▸ **TASK DETAILS**
Report all lines below with the word "Fields".

▸ **RECORDS SHOWN**
★ ★ ★ ★ ★
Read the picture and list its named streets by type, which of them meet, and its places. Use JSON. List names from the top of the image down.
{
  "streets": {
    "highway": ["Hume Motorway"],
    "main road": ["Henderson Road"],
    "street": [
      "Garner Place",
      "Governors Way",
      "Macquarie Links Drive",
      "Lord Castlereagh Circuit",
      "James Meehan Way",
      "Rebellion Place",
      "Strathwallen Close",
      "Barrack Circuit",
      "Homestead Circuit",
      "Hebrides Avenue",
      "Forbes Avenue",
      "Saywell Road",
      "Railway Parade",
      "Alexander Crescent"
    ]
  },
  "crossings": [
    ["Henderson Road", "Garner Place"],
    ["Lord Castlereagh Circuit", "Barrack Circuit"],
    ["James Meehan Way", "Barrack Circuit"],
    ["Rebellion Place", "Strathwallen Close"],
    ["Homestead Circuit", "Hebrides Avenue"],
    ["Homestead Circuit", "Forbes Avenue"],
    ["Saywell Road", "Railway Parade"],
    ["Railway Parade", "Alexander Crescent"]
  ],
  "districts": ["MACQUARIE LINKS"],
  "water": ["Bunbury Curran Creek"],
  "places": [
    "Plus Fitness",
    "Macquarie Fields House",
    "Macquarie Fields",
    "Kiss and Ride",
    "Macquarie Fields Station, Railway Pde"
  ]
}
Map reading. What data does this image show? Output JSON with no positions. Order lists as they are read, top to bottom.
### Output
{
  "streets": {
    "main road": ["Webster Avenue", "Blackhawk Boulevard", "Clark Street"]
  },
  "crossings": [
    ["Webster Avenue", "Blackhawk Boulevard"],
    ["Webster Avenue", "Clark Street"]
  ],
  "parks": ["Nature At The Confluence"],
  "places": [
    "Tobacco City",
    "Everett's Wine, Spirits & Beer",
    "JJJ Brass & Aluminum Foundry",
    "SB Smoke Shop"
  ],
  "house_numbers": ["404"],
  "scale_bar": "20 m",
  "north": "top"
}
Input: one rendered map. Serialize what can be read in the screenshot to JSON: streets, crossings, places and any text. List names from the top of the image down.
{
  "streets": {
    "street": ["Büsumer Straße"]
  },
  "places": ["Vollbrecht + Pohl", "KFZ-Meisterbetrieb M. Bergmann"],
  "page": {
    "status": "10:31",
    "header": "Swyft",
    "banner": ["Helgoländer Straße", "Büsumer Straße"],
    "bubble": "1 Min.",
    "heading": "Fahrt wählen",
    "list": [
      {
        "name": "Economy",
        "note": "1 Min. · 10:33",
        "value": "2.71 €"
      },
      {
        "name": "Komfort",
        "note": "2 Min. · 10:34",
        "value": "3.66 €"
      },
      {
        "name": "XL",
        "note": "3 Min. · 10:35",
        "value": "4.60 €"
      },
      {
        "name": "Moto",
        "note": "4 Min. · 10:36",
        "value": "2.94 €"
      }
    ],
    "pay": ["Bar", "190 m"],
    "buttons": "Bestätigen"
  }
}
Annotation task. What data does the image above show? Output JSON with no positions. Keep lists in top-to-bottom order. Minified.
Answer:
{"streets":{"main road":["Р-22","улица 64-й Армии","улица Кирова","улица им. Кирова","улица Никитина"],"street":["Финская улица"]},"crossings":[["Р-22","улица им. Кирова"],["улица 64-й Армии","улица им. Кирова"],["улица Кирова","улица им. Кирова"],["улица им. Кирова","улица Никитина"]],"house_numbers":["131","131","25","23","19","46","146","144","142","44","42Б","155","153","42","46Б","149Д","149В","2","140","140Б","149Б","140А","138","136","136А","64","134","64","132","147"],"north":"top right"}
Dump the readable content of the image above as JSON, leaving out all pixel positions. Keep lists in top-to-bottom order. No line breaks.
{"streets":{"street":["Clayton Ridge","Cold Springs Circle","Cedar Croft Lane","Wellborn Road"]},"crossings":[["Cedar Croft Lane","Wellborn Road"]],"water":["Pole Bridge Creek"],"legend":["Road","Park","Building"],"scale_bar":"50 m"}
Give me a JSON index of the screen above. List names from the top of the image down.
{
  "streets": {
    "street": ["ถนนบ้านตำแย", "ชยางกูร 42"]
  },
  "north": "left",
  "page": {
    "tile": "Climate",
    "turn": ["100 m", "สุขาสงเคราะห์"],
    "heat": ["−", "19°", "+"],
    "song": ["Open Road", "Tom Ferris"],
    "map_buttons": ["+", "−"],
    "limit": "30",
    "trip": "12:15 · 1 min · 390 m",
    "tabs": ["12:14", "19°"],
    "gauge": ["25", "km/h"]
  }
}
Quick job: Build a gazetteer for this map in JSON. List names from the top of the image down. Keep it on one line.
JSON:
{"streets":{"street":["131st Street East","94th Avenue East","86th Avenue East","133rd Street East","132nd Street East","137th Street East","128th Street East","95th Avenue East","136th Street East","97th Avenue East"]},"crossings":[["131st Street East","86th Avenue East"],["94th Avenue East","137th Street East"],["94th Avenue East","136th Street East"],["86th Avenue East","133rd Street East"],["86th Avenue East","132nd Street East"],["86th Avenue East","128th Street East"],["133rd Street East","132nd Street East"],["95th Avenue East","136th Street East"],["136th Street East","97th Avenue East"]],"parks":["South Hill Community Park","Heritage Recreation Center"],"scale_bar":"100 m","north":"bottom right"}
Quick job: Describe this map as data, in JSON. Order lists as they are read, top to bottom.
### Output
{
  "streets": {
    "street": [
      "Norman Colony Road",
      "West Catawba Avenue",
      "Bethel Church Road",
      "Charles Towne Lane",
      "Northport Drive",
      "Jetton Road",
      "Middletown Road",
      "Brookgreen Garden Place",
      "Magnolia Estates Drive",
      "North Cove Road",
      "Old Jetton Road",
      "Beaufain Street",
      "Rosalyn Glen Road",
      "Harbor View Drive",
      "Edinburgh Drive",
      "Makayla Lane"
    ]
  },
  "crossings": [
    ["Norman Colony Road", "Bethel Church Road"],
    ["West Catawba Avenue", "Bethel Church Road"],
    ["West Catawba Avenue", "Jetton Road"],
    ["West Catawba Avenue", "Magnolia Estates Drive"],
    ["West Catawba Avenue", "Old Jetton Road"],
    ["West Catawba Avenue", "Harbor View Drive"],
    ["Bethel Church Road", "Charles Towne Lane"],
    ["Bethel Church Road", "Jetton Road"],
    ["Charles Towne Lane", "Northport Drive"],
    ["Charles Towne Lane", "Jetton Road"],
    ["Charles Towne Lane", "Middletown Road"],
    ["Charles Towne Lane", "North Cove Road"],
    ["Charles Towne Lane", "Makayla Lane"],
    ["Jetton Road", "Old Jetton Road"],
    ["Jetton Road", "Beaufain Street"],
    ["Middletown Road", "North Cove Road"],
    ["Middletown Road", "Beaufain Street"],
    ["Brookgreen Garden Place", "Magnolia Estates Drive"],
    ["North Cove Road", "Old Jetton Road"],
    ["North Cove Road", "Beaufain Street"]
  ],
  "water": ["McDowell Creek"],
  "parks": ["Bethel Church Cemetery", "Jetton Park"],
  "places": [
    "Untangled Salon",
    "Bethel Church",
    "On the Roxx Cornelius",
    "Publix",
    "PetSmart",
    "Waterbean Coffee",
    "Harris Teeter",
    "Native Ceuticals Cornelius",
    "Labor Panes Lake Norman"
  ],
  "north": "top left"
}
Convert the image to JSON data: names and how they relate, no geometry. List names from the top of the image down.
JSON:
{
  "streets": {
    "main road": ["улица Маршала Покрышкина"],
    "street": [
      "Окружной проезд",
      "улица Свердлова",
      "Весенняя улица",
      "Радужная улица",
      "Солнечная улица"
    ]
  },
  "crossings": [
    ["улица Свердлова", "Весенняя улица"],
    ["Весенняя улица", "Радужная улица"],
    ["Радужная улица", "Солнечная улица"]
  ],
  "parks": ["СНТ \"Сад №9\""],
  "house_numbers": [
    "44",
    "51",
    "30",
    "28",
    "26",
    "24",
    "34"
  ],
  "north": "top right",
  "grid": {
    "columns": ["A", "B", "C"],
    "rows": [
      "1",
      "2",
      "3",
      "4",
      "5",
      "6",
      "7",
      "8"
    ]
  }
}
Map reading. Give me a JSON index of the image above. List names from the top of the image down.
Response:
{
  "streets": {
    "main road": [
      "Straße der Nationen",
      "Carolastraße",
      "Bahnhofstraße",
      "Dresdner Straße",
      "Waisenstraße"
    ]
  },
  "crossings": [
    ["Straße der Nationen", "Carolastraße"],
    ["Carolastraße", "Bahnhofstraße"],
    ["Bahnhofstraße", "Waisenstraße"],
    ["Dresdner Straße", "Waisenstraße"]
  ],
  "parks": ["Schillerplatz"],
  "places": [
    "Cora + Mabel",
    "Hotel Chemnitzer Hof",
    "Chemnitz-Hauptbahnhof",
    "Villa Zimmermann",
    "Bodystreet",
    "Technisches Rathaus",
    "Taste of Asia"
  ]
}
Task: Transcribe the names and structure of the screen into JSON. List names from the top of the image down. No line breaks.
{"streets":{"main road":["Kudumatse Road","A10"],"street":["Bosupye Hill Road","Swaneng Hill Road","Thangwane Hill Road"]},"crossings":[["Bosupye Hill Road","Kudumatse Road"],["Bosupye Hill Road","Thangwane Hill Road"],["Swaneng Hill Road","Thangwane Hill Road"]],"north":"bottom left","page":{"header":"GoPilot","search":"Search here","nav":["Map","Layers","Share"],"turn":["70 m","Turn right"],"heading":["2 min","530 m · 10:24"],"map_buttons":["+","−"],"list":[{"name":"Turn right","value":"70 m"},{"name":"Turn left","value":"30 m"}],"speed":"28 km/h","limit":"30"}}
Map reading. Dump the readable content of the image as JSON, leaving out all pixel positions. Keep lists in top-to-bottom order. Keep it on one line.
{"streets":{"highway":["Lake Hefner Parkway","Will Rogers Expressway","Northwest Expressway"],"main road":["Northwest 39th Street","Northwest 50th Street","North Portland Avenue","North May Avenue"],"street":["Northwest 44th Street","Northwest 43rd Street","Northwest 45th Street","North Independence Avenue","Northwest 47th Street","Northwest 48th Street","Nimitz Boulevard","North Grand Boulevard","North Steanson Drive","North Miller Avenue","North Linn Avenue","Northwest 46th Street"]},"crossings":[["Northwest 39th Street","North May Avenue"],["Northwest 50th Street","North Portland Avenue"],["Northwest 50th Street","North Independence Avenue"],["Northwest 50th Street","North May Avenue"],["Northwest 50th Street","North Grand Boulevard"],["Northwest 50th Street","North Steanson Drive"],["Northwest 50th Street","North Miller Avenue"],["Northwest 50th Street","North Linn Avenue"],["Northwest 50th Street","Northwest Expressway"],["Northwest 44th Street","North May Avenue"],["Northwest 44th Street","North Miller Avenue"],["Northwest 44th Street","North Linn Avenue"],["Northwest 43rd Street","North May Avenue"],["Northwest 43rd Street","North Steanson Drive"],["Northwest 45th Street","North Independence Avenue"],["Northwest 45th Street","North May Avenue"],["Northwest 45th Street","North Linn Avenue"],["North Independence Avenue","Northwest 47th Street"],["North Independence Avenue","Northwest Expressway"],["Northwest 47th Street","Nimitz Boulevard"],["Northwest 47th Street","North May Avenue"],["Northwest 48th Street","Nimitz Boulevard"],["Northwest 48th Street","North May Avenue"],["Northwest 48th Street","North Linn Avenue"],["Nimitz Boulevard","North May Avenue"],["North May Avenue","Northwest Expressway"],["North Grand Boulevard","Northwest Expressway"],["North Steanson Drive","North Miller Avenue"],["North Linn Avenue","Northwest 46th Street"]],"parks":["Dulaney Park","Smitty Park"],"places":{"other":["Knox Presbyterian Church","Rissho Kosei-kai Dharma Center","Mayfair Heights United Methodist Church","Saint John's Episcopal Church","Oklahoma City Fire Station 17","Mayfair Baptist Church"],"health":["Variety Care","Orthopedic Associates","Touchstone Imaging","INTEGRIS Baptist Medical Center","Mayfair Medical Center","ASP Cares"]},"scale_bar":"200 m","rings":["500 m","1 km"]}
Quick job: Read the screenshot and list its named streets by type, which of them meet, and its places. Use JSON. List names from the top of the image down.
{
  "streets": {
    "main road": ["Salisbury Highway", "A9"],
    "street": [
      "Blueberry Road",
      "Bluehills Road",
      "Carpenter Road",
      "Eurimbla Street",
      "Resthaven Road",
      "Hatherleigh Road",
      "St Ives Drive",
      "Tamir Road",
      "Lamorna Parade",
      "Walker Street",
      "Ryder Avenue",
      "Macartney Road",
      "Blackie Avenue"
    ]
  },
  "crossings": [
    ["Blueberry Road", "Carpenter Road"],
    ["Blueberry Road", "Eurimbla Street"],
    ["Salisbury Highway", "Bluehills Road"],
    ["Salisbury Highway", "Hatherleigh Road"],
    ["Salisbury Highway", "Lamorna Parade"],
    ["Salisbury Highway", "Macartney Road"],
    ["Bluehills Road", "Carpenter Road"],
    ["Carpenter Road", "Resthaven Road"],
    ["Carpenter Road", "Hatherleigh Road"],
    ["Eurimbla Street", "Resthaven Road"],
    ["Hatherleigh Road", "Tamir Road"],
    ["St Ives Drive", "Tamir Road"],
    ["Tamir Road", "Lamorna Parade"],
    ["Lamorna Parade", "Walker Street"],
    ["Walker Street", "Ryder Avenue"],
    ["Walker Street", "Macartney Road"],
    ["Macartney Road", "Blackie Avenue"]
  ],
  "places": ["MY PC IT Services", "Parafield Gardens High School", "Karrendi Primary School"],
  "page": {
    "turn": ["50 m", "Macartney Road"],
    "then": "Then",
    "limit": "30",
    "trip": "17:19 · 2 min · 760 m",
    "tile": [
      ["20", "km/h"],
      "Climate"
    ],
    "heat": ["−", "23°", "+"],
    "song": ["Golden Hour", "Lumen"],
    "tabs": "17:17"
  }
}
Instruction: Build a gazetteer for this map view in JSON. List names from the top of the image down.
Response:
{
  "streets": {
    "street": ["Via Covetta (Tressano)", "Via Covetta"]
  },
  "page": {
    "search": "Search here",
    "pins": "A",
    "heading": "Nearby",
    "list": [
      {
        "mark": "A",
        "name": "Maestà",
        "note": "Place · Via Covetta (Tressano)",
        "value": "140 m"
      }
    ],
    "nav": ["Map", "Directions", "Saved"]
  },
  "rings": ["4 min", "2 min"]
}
★ ★ ★ ★ ★
▸ **TASK SOLUTION**
    "Macquarie Fields House",
    "Macquarie Fields",
    "Macquarie Fields Station, Railway Pde"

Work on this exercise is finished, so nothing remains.